▸ What you will do: Each of the entries below is to be written out exactly, and the images skipped.

▸ Data extract:

=== Section Start ===

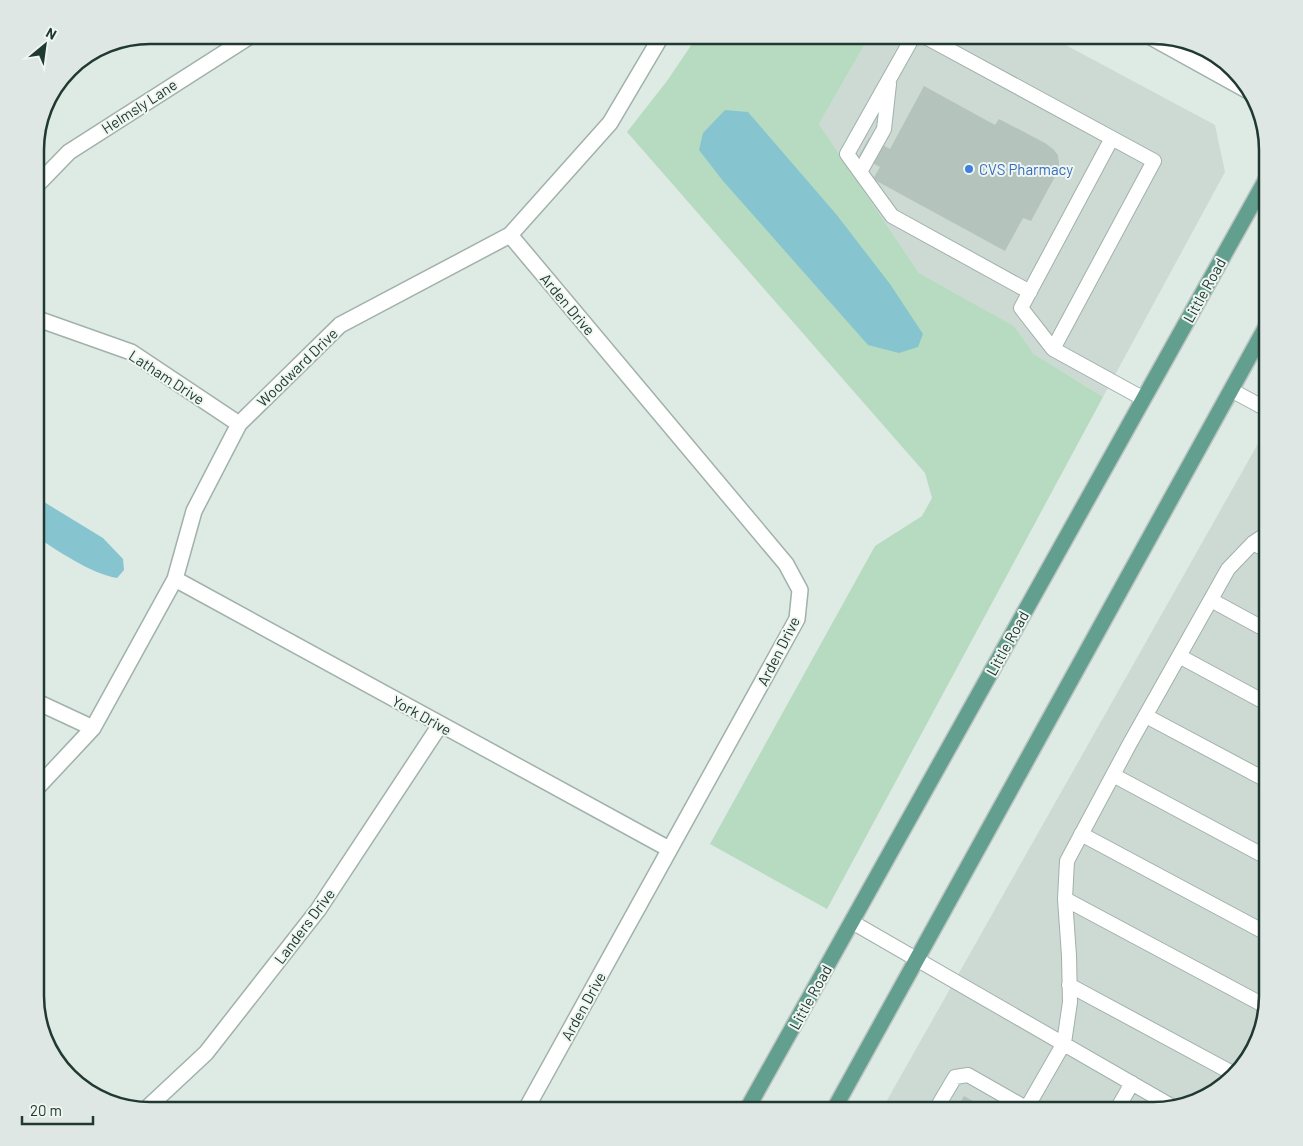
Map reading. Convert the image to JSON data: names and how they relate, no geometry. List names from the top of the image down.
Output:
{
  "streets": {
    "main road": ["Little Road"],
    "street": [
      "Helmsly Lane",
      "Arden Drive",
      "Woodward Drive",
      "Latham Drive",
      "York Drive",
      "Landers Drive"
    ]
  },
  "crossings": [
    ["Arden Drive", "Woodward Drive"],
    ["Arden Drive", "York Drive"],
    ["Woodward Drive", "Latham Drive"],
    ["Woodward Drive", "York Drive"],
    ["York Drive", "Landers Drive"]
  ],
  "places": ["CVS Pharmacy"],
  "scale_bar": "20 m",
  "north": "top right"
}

=== Section End ===

▸ Exercise solution:
Map reading. Convert the image to JSON data: names and how they relate, no geometry. List names from the top of the image down.
Output:
{
  "streets": {
    "main road": ["Little Road"],
    "street": [
      "Helmsly Lane",
      "Arden Drive",
      "Woodward Drive",
      "Latham Drive",
      "York Drive",
      "Landers Drive"
    ]
  },
  "crossings": [
    ["Arden Drive", "Woodward Drive"],
    ["Arden Drive", "York Drive"],
    ["Woodward Drive", "Latham Drive"],
    ["Woodward Drive", "York Drive"],
    ["York Drive", "Landers Drive"]
  ],
  "places": ["CVS Pharmacy"],
  "scale_bar": "20 m",
  "north": "top right"
}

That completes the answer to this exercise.